◆ **WHAT THE EXERCISE ASKS**: All lines of the records below that contain the word "limit" must be listed.

++++ INFORMATION SUPPLIED ++++

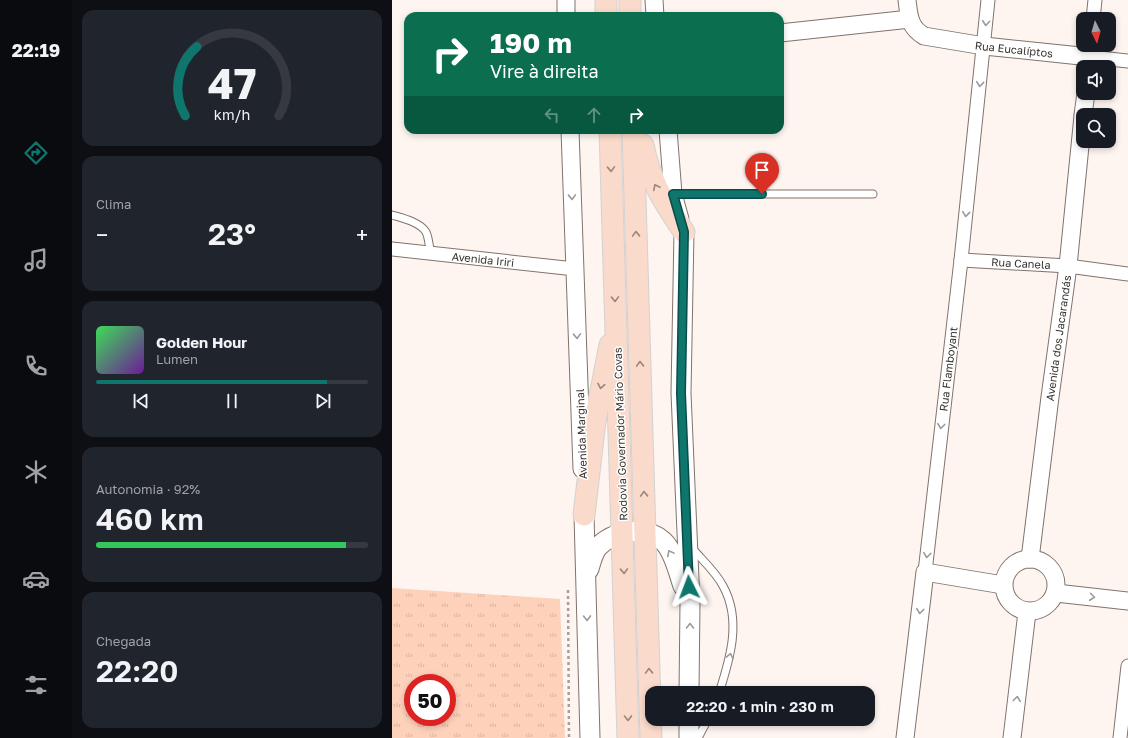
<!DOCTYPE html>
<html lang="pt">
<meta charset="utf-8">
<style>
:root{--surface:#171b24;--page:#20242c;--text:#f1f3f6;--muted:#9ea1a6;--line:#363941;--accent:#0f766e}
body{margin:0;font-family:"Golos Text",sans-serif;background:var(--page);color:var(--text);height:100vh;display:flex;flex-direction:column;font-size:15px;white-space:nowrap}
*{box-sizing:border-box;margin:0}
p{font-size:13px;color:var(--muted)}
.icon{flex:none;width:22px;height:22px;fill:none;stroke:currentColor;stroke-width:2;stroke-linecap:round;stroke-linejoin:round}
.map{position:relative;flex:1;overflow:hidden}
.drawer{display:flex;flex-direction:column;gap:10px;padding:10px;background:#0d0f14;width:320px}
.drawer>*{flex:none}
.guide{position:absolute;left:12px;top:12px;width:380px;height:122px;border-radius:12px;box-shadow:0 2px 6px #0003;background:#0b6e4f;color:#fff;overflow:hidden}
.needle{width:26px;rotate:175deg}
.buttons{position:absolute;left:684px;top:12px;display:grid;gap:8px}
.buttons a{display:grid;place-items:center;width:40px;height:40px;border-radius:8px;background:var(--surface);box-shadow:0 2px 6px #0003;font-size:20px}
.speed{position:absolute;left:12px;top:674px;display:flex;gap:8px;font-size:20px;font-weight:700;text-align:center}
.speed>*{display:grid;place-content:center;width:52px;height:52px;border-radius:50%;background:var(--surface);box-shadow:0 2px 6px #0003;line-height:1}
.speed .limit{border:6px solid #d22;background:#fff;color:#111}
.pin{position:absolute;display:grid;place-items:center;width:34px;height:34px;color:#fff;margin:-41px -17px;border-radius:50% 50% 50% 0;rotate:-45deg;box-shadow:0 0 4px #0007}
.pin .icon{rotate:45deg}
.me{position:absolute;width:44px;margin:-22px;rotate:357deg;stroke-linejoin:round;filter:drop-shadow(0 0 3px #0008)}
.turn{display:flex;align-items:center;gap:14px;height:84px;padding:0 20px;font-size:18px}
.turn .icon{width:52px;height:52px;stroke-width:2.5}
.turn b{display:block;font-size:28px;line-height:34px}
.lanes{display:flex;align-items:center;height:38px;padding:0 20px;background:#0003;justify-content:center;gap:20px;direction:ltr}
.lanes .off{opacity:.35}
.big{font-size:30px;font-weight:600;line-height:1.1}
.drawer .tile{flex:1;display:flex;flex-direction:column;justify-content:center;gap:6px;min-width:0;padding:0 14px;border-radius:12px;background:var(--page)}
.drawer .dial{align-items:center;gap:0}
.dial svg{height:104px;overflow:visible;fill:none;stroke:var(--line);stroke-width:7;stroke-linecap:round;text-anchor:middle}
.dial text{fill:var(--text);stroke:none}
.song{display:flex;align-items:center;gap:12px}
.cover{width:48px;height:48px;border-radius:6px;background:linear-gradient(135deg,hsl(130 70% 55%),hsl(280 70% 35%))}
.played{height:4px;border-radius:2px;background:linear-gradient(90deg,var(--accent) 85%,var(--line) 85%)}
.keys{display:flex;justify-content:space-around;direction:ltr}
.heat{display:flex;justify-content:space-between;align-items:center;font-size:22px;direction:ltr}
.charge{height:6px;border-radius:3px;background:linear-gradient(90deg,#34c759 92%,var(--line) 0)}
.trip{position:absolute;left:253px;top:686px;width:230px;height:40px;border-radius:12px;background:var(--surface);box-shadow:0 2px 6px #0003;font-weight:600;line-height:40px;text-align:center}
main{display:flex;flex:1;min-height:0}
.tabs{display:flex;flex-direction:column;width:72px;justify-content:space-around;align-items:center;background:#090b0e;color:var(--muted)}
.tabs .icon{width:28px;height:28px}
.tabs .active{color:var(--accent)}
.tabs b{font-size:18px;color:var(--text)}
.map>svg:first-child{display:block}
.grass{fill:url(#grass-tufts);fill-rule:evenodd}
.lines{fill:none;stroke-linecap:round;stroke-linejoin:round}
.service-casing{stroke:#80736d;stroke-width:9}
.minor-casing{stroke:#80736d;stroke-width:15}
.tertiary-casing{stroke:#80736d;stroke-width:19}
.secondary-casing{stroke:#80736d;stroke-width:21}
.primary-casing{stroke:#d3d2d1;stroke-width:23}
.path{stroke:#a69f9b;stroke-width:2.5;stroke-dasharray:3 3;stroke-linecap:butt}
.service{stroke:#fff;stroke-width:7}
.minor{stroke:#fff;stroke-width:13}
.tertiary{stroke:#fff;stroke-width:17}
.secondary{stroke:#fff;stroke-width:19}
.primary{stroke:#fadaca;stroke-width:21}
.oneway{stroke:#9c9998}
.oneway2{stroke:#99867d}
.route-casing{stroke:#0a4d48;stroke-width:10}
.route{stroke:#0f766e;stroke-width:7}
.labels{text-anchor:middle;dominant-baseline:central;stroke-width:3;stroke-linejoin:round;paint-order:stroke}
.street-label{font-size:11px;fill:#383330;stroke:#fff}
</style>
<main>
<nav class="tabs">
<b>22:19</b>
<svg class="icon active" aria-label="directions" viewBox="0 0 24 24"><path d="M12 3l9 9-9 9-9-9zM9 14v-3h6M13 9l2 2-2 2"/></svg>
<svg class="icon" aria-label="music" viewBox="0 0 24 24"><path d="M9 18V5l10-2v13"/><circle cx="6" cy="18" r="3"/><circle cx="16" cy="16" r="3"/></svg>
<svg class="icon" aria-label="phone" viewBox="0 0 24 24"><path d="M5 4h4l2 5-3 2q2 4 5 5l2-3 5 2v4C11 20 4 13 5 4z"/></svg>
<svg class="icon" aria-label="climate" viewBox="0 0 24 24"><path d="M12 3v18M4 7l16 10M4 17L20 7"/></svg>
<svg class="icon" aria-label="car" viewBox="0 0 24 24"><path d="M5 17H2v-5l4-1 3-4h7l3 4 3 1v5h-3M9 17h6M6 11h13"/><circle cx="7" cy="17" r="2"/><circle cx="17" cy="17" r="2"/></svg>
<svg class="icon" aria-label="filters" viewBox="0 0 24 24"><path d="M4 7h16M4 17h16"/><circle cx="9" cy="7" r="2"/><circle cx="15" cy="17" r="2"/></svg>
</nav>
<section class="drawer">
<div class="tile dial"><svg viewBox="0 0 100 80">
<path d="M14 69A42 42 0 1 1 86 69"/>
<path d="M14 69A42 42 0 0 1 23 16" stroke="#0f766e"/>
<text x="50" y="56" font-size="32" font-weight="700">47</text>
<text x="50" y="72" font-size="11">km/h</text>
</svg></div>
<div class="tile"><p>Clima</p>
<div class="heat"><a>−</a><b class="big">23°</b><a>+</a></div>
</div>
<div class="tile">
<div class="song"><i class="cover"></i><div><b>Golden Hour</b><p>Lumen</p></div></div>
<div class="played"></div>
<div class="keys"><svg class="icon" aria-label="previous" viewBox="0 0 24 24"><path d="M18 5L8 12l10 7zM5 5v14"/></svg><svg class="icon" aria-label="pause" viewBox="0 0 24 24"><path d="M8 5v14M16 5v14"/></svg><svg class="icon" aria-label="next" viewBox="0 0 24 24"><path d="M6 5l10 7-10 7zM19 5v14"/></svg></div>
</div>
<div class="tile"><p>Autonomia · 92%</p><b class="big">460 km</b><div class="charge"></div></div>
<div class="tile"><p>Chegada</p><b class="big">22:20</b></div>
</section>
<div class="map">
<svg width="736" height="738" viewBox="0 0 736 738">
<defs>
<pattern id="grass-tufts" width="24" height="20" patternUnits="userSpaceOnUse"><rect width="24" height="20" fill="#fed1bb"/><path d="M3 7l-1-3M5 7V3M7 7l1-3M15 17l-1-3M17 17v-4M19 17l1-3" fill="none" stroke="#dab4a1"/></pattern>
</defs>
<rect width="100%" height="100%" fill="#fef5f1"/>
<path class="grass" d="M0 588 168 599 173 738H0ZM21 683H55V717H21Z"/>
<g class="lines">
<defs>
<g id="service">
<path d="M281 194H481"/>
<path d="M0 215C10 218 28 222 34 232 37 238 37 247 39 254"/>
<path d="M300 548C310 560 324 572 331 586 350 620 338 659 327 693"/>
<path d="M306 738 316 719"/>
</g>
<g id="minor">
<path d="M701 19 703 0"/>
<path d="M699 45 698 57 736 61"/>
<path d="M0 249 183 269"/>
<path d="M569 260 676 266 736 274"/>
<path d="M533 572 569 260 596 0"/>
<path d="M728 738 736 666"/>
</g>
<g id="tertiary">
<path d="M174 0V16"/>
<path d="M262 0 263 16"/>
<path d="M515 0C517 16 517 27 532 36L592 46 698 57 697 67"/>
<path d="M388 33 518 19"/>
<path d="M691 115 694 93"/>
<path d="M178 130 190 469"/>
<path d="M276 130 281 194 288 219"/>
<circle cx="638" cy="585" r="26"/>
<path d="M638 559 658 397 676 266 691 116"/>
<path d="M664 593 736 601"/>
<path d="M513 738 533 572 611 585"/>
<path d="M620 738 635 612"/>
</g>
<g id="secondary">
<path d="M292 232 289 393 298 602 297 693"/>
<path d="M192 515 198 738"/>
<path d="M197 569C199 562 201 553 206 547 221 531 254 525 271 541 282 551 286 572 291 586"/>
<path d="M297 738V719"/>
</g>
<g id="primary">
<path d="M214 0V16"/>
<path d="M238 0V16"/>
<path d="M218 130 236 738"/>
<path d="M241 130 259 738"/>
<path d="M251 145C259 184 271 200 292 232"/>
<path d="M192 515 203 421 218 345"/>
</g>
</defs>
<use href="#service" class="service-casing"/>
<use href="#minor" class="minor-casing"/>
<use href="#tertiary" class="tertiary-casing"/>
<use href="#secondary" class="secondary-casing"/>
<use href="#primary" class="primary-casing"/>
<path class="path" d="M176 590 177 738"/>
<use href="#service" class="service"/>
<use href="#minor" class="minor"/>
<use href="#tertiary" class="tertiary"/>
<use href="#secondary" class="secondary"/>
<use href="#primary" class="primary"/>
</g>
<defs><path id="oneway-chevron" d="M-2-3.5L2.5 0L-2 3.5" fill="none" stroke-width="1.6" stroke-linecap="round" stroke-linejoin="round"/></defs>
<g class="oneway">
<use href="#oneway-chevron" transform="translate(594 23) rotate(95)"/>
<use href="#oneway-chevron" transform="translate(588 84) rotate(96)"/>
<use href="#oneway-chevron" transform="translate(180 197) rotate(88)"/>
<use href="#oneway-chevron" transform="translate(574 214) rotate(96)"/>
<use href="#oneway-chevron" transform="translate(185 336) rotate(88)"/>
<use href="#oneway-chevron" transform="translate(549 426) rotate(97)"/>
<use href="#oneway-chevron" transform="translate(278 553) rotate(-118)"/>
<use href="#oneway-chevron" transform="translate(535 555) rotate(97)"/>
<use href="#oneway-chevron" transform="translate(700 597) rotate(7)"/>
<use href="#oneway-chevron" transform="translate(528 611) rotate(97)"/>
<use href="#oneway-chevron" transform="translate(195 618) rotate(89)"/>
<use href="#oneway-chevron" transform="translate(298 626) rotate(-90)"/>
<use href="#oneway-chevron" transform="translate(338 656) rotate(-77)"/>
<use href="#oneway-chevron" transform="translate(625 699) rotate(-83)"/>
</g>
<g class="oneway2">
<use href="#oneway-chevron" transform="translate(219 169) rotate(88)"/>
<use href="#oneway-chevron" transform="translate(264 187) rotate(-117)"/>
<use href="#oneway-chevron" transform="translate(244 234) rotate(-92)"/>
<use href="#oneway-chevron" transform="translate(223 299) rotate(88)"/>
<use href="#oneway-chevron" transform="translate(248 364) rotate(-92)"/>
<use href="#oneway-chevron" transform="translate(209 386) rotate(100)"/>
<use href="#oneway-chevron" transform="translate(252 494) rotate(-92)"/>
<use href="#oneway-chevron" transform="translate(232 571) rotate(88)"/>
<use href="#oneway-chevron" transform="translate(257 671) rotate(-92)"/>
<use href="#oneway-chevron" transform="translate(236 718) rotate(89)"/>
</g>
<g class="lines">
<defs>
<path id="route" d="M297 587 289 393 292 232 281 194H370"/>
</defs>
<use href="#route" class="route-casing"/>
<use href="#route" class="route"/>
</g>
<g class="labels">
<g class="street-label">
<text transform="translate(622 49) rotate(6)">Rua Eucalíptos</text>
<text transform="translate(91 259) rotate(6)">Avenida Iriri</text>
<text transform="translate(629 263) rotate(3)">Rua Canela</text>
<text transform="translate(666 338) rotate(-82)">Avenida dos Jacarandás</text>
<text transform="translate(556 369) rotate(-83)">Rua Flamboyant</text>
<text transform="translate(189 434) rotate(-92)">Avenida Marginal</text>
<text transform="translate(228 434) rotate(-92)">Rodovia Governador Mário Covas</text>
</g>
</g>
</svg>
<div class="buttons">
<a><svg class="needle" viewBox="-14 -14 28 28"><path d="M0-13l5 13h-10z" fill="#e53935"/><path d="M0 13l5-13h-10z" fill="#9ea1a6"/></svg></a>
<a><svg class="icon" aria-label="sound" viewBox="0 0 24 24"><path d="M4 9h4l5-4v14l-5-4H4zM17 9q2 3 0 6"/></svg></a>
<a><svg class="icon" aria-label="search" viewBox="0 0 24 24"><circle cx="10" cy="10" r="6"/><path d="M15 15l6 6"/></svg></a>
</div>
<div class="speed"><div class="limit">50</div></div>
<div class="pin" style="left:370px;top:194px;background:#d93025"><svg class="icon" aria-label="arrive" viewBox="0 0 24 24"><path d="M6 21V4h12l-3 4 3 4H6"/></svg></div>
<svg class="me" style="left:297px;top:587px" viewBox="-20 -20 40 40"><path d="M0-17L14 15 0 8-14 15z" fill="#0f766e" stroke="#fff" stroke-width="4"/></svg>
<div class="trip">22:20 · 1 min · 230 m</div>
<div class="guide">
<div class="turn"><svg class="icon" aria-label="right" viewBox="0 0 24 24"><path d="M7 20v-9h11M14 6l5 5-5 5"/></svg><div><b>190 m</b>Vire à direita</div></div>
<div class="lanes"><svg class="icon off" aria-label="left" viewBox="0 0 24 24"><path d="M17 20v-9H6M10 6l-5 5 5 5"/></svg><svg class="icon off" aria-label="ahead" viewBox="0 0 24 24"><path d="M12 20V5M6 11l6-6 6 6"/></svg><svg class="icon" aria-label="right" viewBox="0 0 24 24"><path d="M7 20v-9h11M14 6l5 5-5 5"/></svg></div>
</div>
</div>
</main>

++++

◆ **REPLY TO THE TASK**:
.speed .limit{border:6px solid #d22;background:#fff;color:#111}
<div class="speed"><div class="limit">50</div></div>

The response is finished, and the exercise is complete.